> What needs to be done:
Nothing but a number is needed: the count of lines below that include "service".

(Collected data)
▬▬▬

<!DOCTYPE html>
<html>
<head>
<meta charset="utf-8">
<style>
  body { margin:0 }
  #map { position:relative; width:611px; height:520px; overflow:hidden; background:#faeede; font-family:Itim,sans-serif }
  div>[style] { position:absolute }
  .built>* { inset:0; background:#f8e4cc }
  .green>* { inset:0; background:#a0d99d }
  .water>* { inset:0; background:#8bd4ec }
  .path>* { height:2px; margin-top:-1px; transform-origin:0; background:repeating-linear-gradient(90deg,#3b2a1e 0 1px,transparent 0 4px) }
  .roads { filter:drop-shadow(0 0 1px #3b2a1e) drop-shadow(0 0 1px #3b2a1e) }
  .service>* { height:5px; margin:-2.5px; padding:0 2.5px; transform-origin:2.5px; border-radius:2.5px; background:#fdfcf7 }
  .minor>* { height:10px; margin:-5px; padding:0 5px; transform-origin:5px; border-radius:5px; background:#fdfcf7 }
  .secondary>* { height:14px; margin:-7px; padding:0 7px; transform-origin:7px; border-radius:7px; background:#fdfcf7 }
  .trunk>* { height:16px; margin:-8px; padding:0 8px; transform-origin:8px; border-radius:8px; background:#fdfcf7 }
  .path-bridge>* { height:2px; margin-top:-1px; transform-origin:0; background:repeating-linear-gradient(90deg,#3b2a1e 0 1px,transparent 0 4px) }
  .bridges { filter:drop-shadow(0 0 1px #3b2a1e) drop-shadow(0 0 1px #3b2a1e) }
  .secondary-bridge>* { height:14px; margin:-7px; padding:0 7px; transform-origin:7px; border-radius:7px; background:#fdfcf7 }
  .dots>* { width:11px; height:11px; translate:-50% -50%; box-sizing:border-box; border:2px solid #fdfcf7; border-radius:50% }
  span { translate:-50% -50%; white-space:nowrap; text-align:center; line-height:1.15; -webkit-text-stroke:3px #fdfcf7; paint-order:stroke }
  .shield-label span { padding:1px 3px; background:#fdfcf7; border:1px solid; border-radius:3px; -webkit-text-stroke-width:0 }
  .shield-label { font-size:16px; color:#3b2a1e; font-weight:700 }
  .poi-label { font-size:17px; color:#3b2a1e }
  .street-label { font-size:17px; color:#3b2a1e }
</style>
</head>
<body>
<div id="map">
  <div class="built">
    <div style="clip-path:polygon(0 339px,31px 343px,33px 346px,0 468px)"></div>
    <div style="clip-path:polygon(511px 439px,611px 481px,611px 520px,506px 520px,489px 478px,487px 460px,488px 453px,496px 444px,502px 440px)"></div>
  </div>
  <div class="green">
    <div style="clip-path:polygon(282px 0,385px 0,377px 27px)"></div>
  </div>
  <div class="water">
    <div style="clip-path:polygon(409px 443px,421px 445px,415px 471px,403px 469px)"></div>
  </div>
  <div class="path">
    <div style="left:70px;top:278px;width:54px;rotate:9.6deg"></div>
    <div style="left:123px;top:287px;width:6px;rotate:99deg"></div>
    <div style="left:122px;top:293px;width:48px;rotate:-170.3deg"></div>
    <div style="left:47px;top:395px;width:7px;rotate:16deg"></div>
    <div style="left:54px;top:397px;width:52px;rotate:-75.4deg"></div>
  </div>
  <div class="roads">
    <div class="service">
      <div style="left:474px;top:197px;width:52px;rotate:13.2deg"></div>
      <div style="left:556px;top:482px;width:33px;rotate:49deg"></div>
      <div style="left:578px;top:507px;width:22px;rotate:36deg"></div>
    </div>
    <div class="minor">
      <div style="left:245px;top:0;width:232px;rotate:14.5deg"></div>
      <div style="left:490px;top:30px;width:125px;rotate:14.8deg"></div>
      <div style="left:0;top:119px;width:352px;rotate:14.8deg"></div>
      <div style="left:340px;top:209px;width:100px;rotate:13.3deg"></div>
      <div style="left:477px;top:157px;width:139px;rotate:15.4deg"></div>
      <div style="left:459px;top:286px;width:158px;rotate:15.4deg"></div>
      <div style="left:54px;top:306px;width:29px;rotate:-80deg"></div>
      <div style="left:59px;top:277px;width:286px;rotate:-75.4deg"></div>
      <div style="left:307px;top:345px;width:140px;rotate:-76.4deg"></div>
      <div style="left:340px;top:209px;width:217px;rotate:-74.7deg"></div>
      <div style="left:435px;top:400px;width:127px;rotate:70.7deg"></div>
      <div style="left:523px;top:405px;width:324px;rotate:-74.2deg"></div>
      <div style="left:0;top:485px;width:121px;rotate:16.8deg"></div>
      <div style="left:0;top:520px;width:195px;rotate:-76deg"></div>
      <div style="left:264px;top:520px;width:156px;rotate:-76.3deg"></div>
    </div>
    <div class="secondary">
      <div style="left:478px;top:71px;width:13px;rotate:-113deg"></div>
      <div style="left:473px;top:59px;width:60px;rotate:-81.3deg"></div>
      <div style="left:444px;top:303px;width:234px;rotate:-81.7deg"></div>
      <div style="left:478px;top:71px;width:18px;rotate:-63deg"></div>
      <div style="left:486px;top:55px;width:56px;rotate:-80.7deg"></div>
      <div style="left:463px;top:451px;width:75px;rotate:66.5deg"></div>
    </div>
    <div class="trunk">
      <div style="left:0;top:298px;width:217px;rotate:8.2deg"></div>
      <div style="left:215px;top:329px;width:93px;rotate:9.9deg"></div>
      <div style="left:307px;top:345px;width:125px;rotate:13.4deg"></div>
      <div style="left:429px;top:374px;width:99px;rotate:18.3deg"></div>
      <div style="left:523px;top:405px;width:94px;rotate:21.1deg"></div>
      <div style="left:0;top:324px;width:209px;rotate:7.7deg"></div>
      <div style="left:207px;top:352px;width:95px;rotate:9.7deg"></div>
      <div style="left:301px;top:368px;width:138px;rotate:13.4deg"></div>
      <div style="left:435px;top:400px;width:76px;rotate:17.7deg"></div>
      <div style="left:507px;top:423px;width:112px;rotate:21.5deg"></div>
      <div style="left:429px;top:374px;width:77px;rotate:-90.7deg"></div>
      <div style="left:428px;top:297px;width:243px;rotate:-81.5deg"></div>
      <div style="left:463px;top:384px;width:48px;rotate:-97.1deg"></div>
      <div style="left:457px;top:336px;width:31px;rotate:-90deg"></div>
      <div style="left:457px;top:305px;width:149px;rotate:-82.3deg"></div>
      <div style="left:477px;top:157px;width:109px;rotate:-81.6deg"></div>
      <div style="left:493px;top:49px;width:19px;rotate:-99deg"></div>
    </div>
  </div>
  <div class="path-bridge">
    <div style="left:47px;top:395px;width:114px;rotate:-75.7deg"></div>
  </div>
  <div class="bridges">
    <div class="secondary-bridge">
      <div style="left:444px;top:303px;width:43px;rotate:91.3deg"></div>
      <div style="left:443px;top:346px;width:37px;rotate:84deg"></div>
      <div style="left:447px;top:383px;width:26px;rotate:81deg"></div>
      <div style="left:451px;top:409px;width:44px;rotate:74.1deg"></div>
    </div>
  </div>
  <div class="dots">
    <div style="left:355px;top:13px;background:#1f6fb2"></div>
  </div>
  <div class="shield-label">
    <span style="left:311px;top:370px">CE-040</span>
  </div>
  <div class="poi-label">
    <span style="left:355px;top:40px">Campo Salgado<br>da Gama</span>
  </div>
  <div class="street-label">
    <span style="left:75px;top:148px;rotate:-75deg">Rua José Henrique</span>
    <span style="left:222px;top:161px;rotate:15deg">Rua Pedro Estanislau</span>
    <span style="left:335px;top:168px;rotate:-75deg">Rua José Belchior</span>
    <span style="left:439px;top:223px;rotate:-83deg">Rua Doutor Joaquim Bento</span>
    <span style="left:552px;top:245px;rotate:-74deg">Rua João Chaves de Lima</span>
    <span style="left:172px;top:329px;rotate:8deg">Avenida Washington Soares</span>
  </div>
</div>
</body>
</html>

▬▬▬

> Result for this exercise:
2